In this study of young people attending a music festival, we determined the feasibility and accuracy of collecting self-reported height and weight. Our results confirm that at a group level, self-report measures in a community-based setting is a useful tool for estimating the prevalence of overweight and obesity, particularly when impractical to take independent measurements.
Three-quarters of survey participants provided both self-report height and weight. In the remainder, the majority reported not knowing their height and/or weight, with only a few missing values, although the “don’t know” category might have also included some refusals. Of concern, participants who did not self-report their height or weight were systematically different from those who did; they were more likely to be female, younger, and less educated. Because height and weight measurements were not taken for all participants, we could not determine whether self-reporting height and weight was influenced by bodyweight status. Further research is needed to explore if there are biases in bodyweight status influencing willingness and ability to self-report height and weight in a community-based setting.
Self-reported and measured height did not significantly differ, and approximately half of males and females reported their height within two centimetres of measured height. However, females were more likely than males to underreport their height, and approximately one quarter of females misreported their height by more than five centimetres, compared to only nine percent of males. Previous studies have observed over-report of height [6, 7] or decreased accuracy of height with increasing age, perhaps due to decreasing opportunities to regularly measure height or changes in height over time [4, 27]. Of note, we did not detect a difference in accurate report by age group in our study.
The difference between self-reported and measured weight was more pronounced than for height, particularly among females and overweight or obese individuals. Although one third of all individuals reported their weight within two kilograms of measured weight, a notable 35% of males and 15% of females misreported their weight by five or more kilograms. Females were more likely than males to under-report their weight. Our results are consistent with previous studies reporting systematic under-reporting of weight by females and overweight/obese individuals [4, 12]. It has been postulated that social desirability bias may explain the underreporting of weight, particularly among females and overweight/obese individuals [8, 28]. However, other research that has included a measure of social desirability has challenged this notion [26, 28].
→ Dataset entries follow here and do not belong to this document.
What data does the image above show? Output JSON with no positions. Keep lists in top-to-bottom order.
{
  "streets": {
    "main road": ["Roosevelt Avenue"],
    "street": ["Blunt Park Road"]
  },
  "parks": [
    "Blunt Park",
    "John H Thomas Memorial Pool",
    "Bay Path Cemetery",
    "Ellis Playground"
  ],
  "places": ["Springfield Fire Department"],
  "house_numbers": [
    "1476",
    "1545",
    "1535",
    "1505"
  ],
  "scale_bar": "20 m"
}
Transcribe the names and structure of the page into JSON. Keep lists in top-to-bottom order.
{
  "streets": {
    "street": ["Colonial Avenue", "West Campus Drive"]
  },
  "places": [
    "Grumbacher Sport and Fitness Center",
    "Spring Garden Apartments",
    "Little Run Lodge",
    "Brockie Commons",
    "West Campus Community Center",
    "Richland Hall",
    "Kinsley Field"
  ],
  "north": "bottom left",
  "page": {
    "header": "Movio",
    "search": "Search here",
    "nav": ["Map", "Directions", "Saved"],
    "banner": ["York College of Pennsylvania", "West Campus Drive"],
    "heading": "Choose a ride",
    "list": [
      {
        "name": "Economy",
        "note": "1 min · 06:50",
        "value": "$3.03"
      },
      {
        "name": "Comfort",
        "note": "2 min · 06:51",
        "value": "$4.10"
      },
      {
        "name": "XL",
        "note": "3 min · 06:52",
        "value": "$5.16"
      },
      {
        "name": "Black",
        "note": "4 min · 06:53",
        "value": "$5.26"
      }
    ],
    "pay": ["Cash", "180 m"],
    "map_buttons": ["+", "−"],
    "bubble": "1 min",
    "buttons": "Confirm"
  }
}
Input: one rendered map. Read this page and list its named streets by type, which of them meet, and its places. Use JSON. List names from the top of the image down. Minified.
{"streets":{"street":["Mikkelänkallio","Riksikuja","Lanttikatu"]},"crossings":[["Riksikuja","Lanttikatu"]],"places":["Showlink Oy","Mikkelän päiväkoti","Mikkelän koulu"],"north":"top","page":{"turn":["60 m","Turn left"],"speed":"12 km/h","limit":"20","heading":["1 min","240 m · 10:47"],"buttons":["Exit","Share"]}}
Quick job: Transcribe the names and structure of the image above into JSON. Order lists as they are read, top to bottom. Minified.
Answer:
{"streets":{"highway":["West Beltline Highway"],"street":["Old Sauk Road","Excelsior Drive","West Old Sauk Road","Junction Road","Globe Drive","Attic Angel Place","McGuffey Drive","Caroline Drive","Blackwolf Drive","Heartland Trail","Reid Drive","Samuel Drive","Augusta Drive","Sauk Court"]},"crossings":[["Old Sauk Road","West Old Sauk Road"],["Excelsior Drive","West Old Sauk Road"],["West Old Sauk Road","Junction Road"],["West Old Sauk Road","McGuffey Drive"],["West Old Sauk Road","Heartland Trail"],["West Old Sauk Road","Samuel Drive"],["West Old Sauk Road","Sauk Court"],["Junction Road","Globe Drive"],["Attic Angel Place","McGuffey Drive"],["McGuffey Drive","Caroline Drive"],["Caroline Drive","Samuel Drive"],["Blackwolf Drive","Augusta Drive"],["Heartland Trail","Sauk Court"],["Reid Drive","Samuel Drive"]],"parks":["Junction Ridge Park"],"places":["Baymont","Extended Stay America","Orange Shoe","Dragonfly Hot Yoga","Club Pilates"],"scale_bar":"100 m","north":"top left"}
In this study we found that self-report height and weight is a reasonable predictor of overweight and obesity among young people, particularly when pertaining to population-level applications such as monitoring trends in overweight, program evaluation, and advocacy for funding . Notwithstanding inaccuracies in the self-reporting of weight, the effect on BMI was small, with the median difference less than one unit. Sensitivity of classification of overweight/obesity was around 77% − similar to the 70% found in 15–19 year olds participants of the Australian National Health Survey . Nonetheless, in this sample, approximately two-fifths of overweight/obese individuals would have been incorrectly classified as non-overweight based on self-report (false negatives), which is consistent with previous findings . Methods to limit this inaccuracy and bias might include a correction algorithm to account for generalised misreporting based on certain characteristics [2, 11, 29], periodically measuring a sub-sample, or where feasible, advising participants ahead of time to weigh and measure themselves before participating .
Obesity prevention and control is a national priority in Australia, with increasing millions of dollars being invested to its cause . Community-based settings, including web-based studies, are ideal alternatives to traditional means of population-based recruitment in order to both inform and evaluate obesity interventions – particularly among young adults who are difficult to access through household telephone surveys and school settings. They provide novel means to reach a large number of people, including hard-to-reach populations . In these settings self-reported anthropometric measures are the most practical means to define and estimate the prevalence of overweight and obesity. To our knowledge, this is the first study to investigate accuracy of self-report in a community-based sample; our findings confirm that it is possible to use self-report data to estimate and monitor trends in prevalence of overweight and obesity, particularly when bias is expected to remain constant.
This study has a number of limitations. First, the results are based on a convenience-sample and may not be representative of young people in Australia. Second, the sample size for the independent measurement of height and weight was relatively small and may have limited our ability to detect differences and associations with self-reported height and weight. This sample size was limited by the use of only one measuring station, and in the future we recommend more stations are utilised to obtain a larger sample. Third, small differences in self-reported and measured values may be attributable to non-differential measurement bias; multiple researchers were responsible for taking measurements throughout the day and the recruitment day was characterised by high temperatures, reaching up to 40 degrees Celsius. Some participants may have been dehydrated while others were drinking large quantities of water (the study team was distributing water); both factors may have impacted on the accurate measurement of weight. Natural daily weight fluctuation may also partly explain some weight discrepancies; at the festival measurements were taken between 10am-3pm, which may differ to participants’ customary time for weighing themselves. Fourth, selection bias may have been introduced because individuals were not systematically randomised to have their height and weight measured by a researcher; there was potential unrecognised selection bias by the investigators inviting participants to be measured, as well in participants who declined to be measured. However, no demographic differences were identified between those with and without measurements taken. Further research is needed to confirm findings in a larger sample and to see whether a convenience music festival audience differs from the general young adult population in terms of self-reported weight and height accuracy.